When generating an initial draft document from a template in AuroraPrime Create, you can upload related documents for content reuse and repurposing. With AuroraPrime Create, you can effortlessly build a RAG-powered knowledge base, containing all relevant study information, to streamline your documentation process.

Use a Large Language Model with Higher Long-form Factuality Performance


AuroraPrime Create gives you the flexibility to select the LLM that best suits your evolving content needs, ensuring you always use the model with the highest factual accuracy.

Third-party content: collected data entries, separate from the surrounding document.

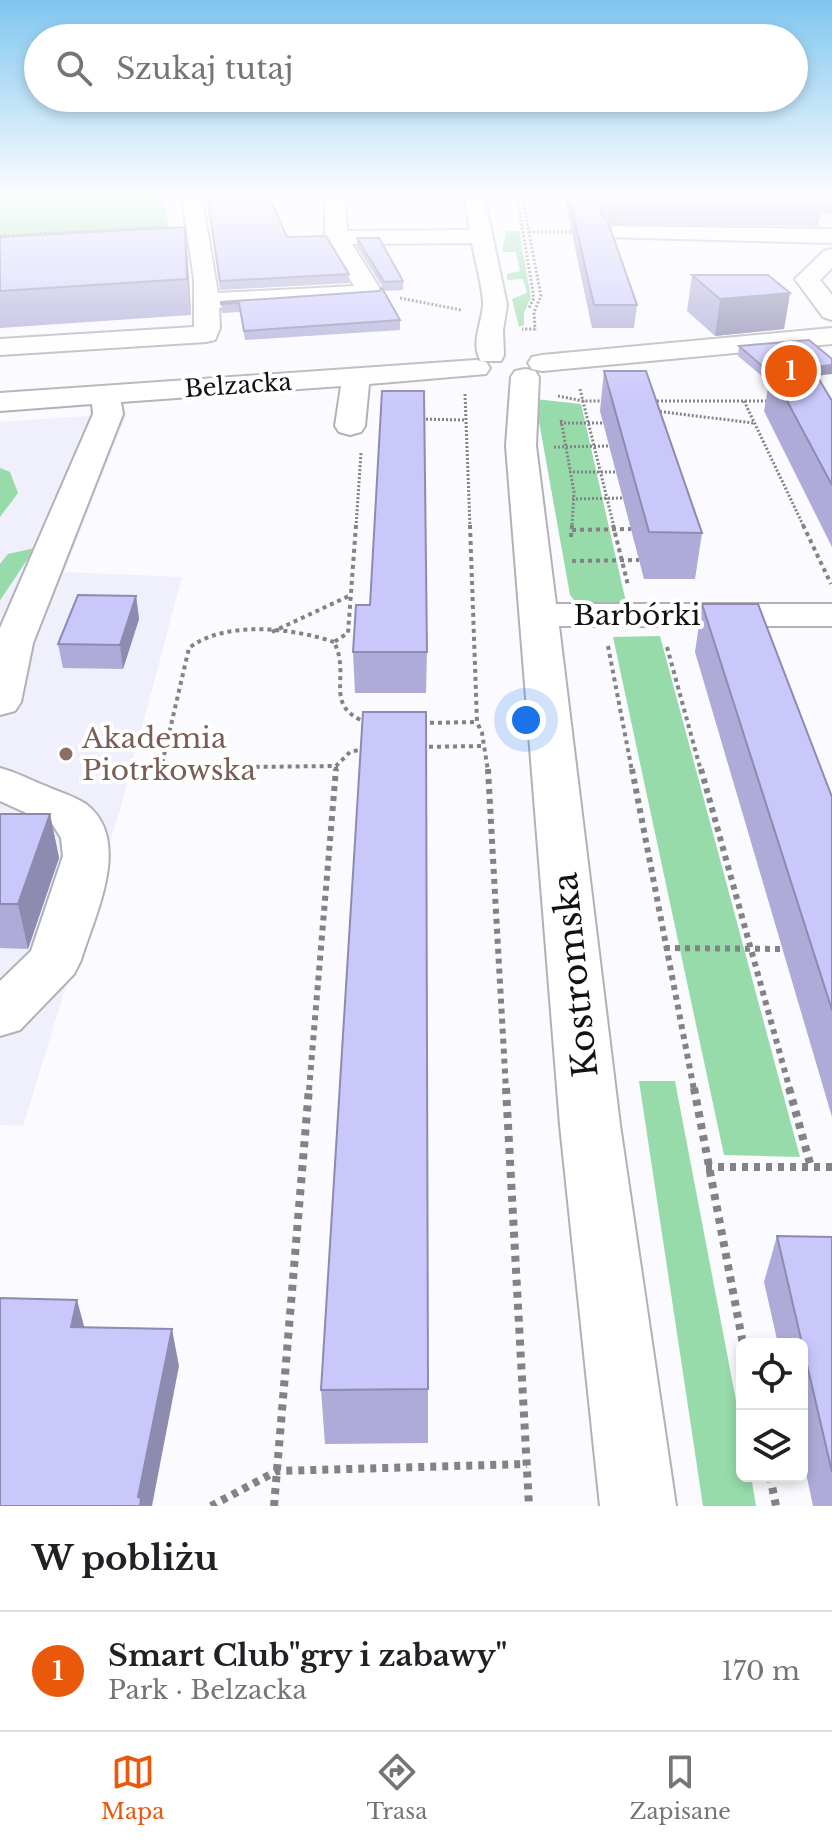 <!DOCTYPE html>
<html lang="pl">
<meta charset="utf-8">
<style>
:root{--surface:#fff;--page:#f6f6f6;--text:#202124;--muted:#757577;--line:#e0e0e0;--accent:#ea580c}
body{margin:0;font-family:"Libre Baskerville",serif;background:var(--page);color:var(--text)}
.controls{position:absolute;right:24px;bottom:24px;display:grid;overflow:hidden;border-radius:12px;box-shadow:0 4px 12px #0003}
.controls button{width:72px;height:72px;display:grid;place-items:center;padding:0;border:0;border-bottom:2px solid var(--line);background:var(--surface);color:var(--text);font:40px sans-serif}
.you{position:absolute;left:526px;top:720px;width:28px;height:28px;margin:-20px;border:6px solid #fff;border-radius:50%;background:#1a73e8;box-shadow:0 0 0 12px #1a73e833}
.badge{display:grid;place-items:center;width:52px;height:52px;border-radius:50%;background:var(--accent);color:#fff;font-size:26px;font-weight:700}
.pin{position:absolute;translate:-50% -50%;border:4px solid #fff;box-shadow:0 2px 8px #0006}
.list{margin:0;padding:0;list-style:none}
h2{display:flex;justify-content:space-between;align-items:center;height:104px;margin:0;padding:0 32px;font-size:34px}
h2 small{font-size:26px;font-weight:400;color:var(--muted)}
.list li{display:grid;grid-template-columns:52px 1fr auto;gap:24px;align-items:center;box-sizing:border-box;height:120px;padding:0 32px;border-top:2px solid var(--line)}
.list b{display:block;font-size:30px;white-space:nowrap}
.list p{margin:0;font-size:26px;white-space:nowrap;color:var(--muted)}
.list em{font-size:26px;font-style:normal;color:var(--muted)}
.icon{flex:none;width:44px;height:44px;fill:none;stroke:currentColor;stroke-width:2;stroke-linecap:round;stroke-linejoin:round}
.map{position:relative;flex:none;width:832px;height:1506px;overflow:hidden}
.search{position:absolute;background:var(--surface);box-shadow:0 4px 12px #0003;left:24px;right:24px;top:24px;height:88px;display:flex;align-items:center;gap:20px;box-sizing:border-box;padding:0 28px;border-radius:44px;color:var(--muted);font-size:30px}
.sheet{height:224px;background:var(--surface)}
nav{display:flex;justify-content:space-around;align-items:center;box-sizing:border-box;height:112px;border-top:2px solid var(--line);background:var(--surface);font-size:22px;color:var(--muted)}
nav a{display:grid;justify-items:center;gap:4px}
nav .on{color:var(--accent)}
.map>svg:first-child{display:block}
</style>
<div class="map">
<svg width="832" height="1506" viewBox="0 0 832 1506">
<rect width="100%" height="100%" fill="#fafaff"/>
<path fill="#f0effc" d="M127,413L64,572L182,577L119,813L23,1126L0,1125V422Z"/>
<path fill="#97dbab" d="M42,196H165L171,253L0,304V199Z
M506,231H519L531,297L524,313V325L519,327L512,299L527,293L523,279L507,280V274L520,271L516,252H502Z
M535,399L581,404L628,611L577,604L570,595Z
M0,468L10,472L18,493L0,517Z
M35,548L1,599L0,600V564L8,554Z
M660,636L800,1157L724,1155L613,637Z
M639,1081H675L742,1432V1476H751L756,1506H703Z"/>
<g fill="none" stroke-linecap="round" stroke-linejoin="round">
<g stroke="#b1b1b8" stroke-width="4">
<path id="minor" d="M184,196H200L202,199L218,293L354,286L325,236V196H345L347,231L470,230L464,196H484L507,305L503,330L504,355L501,361H481C470,344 482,323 483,305C483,286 475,262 472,243L352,244L382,292L379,297L219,308L220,328L215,340L206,342L0,355V339L194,327V279L182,199Z
M612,226L832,229V243L604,237L601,232L604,227Z
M832,249V268L820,280L832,295V320L823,317L795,279L824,251Z
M832,328V344L542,371L532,369L528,363L532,357L542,355Z
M476,360L486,362L490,368L486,374L369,384L365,426L361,432L350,435L339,432L335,426L341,386L121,402L123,414L33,643L21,702L15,711L0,715V628L93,414L92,404L0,411V393Z
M525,369L535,371L539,377L536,446L556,604H832V626H559L620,1125L676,1506H600L560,1125L506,446L511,377L515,371Z
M0,768C16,772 30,780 46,786C59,792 74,796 86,804C133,840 95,914 81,960L74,974L20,1030L0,1036V981L31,951L63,856L61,838L53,825L0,801Z"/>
</g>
<path stroke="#838286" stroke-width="3" stroke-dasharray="2 2" stroke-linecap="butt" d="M517,196L534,298L529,308
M522,196L541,296L534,312L535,329H522
M529,232H576
M0,236L165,227
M400,298L461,310
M580,389L614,527
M465,394L470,527
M558,396L583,401H607
M649,401H771
M744,401L804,527
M656,411L753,423
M418,419L465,420
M561,420L574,492L572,527
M560,423H603
M554,447L609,446
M569,472H616
M572,499L623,498
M356,527L361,453"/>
<path stroke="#838286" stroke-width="4" stroke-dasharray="4 4" stroke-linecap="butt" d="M356,525L348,633L334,642C352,677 321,706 368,723
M470,525L477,722L482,733L488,771
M613,525L628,585
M803,525L831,584
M572,530L631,529
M571,537L572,525
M572,561L639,560
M272,632L351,595
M334,642C293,628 225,620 189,648L161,768L336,766L350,752L363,749
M608,646L632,771
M667,647L701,771
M422,723L477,722
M421,747L484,746
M336,771V766"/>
<path stroke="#838286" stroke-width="6" stroke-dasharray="5 5" stroke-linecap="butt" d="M488,769L506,1090
M632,769L694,1090
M701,769L790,1090
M665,948L780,949
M309,1090L336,769"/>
<path stroke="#838286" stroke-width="8" stroke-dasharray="6 6" stroke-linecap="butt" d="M506,1088L529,1506
M694,1088L743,1344
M789,1088L811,1167
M706,1167H832
M770,1476L776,1506
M211,1506L277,1471L527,1464
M274,1506L309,1088"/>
<use href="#minor" fill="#fff" fill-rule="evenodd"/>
</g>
<path fill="#aeabd8" d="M207,196L287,237L349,274V283L220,290Z
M564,196H832V214H821L818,226L609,224L637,305L634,328H592Z
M185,227L191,315L0,328V237Z
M357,238L403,281V290L385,291L357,247Z
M692,275L790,293L784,329L715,336L687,311Z
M221,302L400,320V330L245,340L240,312L222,313Z
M739,346L817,376L832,401V547L764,411L769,382L738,356Z
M604,371L702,533L695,579H644L600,411Z
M136,596L139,619L123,669L63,668L58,644Z
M702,604L832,797V1117L695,652Z
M370,605L427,652L426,693H355L353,652Z
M0,814H50L59,858L28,949L0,948Z
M777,1236L832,1237V1506H813L802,1454V1344H778L764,1282Z
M428,1389V1443L325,1444L321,1390Z"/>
<path fill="#8d8bb0" d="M185,227L188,261L191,315L187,279Z
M790,293L784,329L715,336L720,299Z
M832,365V374L776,381L771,372Z
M136,596L139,619L123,669L120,645Z
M50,814L59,858L28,949L18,904Z
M77,1300L87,1337L71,1327Z
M172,1329L179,1366L152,1506H140L138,1497Z"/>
<path fill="#cac7fb" stroke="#8d8bb0" stroke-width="2" d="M207,196H269L287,237L326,236L349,274L220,281Z
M569,196H814L822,205L605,204L600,213L607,219L637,305H594Z
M185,227L187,279L0,291V237Z
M357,238H379L403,281L384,282Z
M692,275H768L790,293L720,299Z
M382,288L400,320L244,331L239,303L221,304V302L379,291Z
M809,340L832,359V365L769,372L739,346Z
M604,371H646L702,533L649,532Z
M771,371H814L832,401V485Z
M382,391H424L427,652H353L356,605H370Z
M78,595L136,596L120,645L58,644Z
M702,604H758L832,797V1010Z
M363,712H426L428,1389L321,1390Z
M0,814H50L18,904H0Z
M777,1236L832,1237V1472Z
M0,1298L77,1300L71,1327L172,1329L138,1497L141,1498L140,1506H0Z"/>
<linearGradient id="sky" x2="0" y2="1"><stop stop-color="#7fc6ef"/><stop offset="0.48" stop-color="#fdfdff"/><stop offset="1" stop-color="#fdfdff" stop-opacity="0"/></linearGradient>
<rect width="832" height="407" fill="url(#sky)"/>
<circle fill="#8d6e63" stroke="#fff" stroke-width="3" cx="66" cy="754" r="8"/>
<g text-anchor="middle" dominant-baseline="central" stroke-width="8" stroke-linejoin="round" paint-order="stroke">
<g font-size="24" fill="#121114" stroke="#fff">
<text transform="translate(238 385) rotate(-4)">Belzacka</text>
</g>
<g font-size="28" fill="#121114" stroke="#fff">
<text x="637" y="615">Barbórki</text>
</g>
<g font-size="28" fill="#785e54" stroke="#fff" text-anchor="start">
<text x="82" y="738">Akademia<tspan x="82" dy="32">Piotrkowska</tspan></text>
</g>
<g font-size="34" fill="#121114" stroke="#fff">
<text transform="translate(575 975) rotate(-96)">Kostromska</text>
</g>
</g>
</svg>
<div class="controls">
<button><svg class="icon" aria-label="locate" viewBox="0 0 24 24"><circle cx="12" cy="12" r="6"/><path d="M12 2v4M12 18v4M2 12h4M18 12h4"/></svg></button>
<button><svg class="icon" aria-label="layers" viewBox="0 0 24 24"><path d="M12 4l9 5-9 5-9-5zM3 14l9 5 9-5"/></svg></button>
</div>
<div class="you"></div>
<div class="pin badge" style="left:791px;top:371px">1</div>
<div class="search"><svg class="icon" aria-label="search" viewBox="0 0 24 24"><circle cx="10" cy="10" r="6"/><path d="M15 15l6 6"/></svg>Szukaj tutaj</div>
</div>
<section class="sheet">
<h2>W pobliżu<small></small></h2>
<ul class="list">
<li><span class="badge">1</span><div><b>Smart Club&quot;gry i zabawy&quot;</b><p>Park · Belzacka</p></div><em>170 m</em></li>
</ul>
</section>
<nav>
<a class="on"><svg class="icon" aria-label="map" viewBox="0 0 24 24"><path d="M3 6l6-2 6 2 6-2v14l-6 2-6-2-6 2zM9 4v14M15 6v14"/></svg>Mapa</a>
<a><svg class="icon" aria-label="directions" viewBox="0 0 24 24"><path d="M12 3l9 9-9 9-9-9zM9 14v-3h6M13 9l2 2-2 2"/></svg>Trasa</a>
<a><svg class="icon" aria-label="saved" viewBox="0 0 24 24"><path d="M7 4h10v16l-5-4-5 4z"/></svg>Zapisane</a>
</nav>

(Long-form factuality performance, measured for a list of mainstream models, using 250 random prompts from LongFact-Objects from LongFact benchmark. Image source: Wei et al. 2024)

Human-in-the-Loop (HITL)


Using a Human-in-the-Loop (HITL) approach can effectively prevent AI hallucinations by incorporating human oversight at key decision-making stages, ensuring greater accuracy and reliability. AuroraPrime Create introduces human verification steps in certain specific processes and provides fast and efficient verification methods to compensate for the shortcomings of AI-generated outputs.

Contextual Prompt Tuning


Mainstream large language models possess an inherent capacity for self-awareness. AuroraPrime Create enhances this capability with built-in prompts specifically tuned to provide the appropriate context, further strengthening the model's self-knowledge. Users can also input additional prompts when generating AI-driven content, such as TFL summaries. This customization ensures that the AI model is aligned with the unique requirements and standards of the organization, further reducing the risk of hallucination.

Built-In Fact-Checking


Always verify AI-generated medical content against reliable data sources or knowledge bases, ensuring that referenced studies or clinical trials are real and accurately summarized.

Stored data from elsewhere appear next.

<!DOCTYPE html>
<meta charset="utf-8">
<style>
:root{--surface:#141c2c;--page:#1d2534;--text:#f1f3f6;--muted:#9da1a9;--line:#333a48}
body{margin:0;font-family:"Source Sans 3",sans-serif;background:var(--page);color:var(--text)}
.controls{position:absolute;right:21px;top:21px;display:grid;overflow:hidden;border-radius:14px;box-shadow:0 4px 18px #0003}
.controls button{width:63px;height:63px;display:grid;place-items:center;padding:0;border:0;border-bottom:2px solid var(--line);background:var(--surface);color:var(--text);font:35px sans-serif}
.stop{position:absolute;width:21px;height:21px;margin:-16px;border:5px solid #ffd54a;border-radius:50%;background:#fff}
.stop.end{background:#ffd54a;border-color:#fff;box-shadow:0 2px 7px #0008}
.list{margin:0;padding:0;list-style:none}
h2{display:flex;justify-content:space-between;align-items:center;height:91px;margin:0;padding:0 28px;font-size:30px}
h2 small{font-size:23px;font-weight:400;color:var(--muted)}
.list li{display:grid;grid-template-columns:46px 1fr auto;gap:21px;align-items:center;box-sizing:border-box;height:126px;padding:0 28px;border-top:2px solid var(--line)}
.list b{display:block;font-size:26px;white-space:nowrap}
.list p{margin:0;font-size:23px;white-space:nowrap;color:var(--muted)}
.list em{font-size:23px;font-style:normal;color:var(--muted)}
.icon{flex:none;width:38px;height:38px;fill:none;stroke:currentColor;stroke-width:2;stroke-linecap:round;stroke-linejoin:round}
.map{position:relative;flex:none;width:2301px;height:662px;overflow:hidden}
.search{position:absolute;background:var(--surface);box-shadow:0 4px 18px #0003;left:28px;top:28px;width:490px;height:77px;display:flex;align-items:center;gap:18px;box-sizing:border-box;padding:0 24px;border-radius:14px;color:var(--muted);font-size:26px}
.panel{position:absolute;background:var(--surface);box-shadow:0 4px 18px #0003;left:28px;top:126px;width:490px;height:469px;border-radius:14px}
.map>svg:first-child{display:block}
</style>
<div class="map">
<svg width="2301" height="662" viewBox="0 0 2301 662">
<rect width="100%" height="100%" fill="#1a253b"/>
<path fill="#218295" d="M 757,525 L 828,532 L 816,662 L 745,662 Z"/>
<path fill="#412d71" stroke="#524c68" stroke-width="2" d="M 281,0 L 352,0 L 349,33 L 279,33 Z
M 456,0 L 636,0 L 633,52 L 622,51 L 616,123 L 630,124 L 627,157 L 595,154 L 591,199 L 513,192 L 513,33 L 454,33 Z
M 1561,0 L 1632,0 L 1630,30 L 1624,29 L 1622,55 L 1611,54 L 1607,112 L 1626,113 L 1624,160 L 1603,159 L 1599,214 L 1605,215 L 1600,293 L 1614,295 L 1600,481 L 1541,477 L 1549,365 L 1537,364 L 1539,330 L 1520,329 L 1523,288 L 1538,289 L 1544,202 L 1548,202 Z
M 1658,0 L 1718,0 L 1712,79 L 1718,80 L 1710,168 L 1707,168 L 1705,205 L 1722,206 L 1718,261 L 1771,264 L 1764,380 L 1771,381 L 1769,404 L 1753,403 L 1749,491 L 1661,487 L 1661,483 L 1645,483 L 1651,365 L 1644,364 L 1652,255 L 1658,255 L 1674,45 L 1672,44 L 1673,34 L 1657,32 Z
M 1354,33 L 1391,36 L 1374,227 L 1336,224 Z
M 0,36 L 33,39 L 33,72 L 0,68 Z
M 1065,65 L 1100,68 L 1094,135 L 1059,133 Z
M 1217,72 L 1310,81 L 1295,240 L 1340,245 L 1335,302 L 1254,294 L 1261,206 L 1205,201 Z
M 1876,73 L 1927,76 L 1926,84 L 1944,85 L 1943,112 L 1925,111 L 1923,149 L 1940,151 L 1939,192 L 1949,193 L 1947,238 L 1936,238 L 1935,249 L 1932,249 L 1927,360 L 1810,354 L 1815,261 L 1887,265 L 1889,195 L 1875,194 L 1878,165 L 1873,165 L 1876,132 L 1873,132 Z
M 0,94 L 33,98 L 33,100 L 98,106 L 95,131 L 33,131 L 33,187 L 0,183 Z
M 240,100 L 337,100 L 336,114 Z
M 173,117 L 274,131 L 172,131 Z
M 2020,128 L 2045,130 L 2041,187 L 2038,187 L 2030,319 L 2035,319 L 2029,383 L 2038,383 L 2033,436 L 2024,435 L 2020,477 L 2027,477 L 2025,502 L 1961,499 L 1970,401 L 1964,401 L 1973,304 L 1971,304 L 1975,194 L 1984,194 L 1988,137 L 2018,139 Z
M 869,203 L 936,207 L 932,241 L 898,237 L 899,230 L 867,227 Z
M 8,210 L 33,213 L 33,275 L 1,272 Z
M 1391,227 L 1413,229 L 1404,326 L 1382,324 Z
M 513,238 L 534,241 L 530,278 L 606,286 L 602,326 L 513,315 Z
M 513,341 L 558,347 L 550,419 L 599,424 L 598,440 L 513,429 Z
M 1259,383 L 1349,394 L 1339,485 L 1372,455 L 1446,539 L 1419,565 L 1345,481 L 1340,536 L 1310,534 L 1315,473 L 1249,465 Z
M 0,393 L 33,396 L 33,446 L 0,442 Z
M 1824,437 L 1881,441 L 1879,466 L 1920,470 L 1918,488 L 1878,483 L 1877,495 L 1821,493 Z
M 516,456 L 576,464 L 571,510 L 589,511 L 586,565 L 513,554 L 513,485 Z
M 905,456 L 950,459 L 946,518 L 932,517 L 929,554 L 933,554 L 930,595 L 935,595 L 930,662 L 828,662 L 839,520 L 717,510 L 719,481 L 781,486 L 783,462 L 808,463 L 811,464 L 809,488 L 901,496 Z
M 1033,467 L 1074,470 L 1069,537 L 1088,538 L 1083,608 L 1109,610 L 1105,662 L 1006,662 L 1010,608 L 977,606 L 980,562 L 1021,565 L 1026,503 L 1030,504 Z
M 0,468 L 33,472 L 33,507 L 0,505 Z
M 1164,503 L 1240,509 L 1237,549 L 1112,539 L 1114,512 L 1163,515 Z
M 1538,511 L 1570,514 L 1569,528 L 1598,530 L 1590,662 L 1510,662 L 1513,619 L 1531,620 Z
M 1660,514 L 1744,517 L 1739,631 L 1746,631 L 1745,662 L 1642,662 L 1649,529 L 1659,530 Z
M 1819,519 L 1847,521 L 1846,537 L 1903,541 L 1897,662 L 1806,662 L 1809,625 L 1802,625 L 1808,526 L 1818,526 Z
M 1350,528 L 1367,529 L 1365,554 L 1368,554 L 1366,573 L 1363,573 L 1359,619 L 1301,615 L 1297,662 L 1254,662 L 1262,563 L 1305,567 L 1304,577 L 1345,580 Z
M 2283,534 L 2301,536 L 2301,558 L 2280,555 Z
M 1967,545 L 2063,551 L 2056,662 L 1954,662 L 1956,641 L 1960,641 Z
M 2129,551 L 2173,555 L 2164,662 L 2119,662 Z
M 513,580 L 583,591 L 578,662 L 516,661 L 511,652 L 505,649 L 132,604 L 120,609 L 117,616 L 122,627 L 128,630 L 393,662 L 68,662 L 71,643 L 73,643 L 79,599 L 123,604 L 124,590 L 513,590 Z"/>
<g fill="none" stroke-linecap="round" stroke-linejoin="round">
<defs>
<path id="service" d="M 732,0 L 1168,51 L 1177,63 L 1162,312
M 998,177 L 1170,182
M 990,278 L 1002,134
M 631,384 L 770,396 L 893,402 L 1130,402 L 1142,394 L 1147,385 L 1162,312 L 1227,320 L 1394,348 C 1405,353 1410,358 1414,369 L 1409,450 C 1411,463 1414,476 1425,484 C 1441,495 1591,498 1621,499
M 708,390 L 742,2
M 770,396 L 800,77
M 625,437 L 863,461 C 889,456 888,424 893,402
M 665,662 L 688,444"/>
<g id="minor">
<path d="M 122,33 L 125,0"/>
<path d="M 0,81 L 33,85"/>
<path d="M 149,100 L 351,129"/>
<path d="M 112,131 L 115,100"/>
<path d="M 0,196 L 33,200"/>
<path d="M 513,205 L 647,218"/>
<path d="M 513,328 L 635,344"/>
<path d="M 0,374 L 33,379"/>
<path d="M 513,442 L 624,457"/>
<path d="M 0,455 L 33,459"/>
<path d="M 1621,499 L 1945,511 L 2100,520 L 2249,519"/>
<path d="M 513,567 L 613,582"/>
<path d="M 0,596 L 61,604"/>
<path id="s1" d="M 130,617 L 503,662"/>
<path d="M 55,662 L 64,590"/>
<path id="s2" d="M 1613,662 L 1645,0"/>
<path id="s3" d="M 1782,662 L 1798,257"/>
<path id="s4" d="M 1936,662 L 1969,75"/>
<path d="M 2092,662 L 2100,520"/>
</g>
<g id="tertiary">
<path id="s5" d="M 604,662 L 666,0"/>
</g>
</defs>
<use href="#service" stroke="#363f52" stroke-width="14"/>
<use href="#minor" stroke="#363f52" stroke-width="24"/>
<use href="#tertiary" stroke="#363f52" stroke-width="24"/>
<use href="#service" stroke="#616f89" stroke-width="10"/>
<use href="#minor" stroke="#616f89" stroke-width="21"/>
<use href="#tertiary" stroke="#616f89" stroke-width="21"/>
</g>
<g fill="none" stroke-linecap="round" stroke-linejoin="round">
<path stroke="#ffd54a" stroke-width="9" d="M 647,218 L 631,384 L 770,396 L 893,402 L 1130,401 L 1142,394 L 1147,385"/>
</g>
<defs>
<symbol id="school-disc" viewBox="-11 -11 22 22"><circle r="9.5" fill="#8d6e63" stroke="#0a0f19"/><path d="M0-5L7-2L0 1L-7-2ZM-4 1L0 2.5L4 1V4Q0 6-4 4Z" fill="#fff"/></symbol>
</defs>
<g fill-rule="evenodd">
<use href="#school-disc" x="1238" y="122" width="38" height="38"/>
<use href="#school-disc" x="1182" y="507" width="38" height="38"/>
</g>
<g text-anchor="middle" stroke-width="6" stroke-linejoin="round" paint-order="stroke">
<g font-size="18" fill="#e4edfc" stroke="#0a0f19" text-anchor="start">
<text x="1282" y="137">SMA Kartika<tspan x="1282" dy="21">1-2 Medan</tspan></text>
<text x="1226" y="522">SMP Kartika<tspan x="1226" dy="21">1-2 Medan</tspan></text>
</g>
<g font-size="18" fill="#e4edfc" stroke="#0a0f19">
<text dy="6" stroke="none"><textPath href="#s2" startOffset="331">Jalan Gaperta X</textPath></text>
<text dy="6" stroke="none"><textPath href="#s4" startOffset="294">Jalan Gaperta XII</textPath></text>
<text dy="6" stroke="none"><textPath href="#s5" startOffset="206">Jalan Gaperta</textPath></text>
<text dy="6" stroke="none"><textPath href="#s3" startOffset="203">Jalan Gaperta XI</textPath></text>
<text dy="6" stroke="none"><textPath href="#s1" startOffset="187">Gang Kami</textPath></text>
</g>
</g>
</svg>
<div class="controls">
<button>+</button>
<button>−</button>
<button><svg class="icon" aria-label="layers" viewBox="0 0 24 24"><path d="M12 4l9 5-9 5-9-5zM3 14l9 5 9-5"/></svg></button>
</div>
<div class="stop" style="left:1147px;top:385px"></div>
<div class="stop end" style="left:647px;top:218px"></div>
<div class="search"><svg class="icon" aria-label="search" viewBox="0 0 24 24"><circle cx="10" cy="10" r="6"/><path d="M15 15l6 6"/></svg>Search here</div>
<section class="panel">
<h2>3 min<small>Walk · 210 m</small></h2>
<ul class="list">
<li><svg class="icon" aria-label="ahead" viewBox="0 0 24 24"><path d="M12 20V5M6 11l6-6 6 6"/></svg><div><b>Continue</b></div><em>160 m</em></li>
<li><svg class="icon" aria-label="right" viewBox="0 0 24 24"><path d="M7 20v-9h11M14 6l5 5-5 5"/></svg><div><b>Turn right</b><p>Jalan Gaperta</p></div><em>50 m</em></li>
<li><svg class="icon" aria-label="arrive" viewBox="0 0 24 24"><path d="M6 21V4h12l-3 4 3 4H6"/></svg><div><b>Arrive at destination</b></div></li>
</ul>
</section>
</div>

The AuroraPrime Create add-in can automatically validate the accuracy and consistency of TFL summary objects against the TFL data, ensuring the summaries are coherent and aligned with their corresponding TFLs.

Wrapping Up


AI hallucination poses a significant challenge in medical writing, but tools like AuroraPrime Create offer robust solutions to mitigate these risks. By leveraging RAG-powered knowledge bases, choosing the right LLM, and incorporating rigorous fact-checking, medical writers can ensure the accuracy and reliability of their clinical documentation. As the industry continues to evolve, staying informed and utilizing advanced tools will be key to maintaining high standards in medical writing.